====== Extracted entries ======

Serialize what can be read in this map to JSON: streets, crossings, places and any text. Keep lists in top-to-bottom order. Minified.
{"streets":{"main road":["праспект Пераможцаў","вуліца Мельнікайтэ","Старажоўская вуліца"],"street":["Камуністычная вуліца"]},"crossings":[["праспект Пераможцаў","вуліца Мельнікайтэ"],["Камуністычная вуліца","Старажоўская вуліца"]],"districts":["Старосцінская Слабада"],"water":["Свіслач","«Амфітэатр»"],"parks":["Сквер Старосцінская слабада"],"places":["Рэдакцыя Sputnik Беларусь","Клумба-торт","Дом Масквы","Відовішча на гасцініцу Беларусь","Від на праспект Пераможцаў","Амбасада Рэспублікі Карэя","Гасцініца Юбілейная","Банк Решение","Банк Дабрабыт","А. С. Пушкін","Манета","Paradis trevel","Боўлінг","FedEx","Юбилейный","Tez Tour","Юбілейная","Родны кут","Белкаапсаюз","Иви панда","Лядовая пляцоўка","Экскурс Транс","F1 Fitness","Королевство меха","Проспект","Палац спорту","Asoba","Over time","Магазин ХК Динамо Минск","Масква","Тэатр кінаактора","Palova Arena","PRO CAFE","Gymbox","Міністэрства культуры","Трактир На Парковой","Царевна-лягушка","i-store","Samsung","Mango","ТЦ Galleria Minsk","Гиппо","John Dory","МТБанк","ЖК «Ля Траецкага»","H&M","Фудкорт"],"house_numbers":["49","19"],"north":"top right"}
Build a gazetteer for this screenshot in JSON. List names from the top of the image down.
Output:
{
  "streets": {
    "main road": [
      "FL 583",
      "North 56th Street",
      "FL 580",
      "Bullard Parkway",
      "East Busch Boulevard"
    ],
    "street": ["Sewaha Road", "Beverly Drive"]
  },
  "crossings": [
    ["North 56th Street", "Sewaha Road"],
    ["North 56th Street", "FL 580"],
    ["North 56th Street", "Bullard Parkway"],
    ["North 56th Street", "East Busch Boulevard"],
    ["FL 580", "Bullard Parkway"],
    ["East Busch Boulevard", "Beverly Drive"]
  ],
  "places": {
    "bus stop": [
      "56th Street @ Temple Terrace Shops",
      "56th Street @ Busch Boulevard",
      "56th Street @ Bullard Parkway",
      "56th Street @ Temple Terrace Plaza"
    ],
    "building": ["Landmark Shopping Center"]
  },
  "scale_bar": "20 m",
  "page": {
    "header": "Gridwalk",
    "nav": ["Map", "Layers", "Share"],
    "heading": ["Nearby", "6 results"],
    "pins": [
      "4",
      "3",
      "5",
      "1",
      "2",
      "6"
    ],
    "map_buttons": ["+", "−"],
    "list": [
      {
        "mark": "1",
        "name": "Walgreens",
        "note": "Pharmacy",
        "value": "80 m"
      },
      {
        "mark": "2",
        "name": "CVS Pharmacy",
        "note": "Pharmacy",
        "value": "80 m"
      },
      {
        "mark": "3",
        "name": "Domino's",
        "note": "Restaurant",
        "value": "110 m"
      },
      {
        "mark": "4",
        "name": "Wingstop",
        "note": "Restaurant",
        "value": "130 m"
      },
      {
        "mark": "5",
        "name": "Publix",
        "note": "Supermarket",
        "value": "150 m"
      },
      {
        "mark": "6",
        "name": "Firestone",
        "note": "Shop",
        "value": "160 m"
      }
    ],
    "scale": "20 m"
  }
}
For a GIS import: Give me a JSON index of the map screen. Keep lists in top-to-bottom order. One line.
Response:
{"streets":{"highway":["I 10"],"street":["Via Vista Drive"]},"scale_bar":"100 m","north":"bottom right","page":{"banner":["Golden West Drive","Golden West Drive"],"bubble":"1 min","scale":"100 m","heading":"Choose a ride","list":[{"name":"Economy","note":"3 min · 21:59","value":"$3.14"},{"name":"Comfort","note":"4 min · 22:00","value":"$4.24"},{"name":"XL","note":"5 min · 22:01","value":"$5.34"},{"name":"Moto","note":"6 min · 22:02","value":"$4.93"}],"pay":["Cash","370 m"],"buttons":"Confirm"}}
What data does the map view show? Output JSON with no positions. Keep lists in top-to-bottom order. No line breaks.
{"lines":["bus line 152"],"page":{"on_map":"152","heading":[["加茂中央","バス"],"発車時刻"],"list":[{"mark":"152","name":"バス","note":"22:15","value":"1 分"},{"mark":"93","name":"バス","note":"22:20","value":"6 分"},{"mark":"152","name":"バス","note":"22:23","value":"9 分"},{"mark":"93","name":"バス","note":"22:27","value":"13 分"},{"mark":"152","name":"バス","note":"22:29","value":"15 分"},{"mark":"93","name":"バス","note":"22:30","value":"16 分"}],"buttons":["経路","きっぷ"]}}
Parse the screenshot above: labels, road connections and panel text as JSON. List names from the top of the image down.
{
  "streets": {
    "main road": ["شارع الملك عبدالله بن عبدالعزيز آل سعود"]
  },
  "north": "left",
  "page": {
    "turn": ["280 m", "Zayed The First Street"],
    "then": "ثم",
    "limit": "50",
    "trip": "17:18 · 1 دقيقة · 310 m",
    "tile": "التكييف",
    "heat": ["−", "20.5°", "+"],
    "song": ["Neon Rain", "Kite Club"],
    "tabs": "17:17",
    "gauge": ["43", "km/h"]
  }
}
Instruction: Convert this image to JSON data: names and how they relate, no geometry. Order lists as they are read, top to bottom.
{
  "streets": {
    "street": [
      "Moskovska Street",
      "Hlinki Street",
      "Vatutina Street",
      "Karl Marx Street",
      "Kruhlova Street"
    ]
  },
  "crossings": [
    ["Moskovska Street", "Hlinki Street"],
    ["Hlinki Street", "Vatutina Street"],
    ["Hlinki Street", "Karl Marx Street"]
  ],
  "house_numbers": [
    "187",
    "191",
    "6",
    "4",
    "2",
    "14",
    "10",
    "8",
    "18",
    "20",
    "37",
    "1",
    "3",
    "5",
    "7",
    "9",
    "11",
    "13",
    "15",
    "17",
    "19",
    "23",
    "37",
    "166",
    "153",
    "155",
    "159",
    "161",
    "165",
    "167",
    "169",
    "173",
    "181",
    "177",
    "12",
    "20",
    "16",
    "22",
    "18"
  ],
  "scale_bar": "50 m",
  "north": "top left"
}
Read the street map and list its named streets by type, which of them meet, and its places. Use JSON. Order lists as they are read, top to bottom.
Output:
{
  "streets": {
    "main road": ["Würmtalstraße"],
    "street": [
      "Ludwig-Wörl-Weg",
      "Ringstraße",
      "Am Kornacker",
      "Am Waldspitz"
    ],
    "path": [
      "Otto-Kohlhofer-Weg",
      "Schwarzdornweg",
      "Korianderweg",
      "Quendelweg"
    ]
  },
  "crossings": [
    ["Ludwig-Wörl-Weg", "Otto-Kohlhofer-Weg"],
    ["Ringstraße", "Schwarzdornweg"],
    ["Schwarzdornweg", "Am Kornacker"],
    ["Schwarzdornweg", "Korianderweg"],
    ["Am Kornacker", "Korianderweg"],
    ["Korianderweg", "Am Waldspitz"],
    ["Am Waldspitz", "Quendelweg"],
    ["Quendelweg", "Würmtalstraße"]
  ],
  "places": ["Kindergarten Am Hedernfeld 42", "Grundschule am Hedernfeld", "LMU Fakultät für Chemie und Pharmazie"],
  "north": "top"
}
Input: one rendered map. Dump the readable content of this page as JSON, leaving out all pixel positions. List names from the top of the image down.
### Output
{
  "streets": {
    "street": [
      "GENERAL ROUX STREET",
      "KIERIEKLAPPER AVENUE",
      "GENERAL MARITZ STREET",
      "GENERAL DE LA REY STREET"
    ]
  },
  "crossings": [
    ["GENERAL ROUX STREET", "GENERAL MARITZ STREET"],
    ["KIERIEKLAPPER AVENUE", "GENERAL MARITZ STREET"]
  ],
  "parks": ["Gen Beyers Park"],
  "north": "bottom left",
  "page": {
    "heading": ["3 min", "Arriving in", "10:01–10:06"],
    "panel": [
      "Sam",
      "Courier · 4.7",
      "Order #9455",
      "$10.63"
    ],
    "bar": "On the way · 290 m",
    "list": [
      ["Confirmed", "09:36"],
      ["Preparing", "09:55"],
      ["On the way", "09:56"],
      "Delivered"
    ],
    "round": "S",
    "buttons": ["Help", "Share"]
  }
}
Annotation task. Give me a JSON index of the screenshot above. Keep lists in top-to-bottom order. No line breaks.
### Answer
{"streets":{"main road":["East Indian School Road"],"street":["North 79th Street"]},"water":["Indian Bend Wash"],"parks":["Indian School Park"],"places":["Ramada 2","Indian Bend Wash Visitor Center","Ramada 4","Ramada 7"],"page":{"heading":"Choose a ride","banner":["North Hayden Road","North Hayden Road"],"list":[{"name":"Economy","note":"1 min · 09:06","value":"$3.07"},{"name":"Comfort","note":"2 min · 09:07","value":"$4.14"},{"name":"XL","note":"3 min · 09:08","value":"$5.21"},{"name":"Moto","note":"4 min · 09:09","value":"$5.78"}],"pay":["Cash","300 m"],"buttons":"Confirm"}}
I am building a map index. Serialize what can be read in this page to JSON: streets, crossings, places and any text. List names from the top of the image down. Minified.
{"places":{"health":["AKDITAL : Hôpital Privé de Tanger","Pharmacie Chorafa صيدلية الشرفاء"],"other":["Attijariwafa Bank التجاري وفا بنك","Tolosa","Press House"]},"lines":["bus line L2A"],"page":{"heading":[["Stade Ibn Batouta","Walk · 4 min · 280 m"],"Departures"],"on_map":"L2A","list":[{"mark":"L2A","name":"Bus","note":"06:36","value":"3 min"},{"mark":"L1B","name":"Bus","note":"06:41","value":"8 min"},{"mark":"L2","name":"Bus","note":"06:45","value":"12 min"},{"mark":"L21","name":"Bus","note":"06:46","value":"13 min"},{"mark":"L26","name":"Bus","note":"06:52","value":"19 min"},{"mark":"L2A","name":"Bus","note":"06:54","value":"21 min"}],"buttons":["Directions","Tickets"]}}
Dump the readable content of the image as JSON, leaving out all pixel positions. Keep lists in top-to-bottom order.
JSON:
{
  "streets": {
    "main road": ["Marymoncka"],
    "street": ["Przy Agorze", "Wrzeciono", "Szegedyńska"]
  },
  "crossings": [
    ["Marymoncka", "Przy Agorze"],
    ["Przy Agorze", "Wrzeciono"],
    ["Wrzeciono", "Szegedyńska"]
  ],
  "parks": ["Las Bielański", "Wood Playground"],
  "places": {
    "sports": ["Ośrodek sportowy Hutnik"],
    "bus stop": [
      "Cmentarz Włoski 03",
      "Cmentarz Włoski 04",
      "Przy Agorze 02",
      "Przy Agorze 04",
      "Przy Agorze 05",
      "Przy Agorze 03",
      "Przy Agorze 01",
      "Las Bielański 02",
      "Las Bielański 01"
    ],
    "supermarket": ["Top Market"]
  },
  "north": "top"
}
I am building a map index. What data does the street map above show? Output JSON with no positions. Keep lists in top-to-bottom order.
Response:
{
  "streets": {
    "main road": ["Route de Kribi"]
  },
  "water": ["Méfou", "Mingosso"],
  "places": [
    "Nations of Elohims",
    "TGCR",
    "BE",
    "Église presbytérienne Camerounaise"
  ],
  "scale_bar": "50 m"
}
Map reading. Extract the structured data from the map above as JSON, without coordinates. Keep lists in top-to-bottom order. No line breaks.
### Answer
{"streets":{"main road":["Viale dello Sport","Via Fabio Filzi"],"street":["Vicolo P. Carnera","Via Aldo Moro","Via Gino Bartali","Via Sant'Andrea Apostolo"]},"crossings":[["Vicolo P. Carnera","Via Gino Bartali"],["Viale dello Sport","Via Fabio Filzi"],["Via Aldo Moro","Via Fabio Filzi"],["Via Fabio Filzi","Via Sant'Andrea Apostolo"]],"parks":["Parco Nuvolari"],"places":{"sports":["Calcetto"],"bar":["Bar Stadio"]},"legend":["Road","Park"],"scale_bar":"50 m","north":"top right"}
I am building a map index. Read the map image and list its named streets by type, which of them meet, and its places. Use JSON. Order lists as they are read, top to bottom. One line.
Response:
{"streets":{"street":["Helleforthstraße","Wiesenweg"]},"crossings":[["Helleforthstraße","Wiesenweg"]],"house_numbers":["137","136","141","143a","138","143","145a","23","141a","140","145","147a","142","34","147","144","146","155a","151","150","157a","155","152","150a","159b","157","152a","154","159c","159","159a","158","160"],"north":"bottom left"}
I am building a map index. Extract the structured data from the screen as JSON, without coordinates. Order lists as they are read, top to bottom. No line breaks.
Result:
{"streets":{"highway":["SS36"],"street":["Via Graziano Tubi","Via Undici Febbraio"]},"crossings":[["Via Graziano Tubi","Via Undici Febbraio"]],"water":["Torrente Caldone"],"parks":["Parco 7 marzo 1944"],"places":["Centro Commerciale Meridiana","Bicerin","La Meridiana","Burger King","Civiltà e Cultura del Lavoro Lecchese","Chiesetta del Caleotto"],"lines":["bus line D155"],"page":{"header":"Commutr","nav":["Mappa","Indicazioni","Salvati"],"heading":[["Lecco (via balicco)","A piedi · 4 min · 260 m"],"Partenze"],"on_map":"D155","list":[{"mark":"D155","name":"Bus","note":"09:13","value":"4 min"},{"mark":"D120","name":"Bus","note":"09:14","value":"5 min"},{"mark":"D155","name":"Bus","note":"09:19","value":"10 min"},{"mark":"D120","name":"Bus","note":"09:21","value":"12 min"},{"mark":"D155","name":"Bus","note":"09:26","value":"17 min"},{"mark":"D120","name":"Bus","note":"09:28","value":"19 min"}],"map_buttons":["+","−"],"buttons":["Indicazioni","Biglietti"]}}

======

What to produce:
Please transcribe only the lines in the records above running from the line that has "Map reading. Extract" through the line that has "I am building a map index. Read", both included, exactly as they appear.

Answer to the exercise:
Map reading. Extract the structured data from the map above as JSON, without coordinates. Keep lists in top-to-bottom order. No line breaks.
### Answer
{"streets":{"main road":["Viale dello Sport","Via Fabio Filzi"],"street":["Vicolo P. Carnera","Via Aldo Moro","Via Gino Bartali","Via Sant'Andrea Apostolo"]},"crossings":[["Vicolo P. Carnera","Via Gino Bartali"],["Viale dello Sport","Via Fabio Filzi"],["Via Aldo Moro","Via Fabio Filzi"],["Via Fabio Filzi","Via Sant'Andrea Apostolo"]],"parks":["Parco Nuvolari"],"places":{"sports":["Calcetto"],"bar":["Bar Stadio"]},"legend":["Road","Park"],"scale_bar":"50 m","north":"top right"}
I am building a map index. Read the map image and list its named streets by type, which of them meet, and its places. Use JSON. Order lists as they are read, top to bottom. One line.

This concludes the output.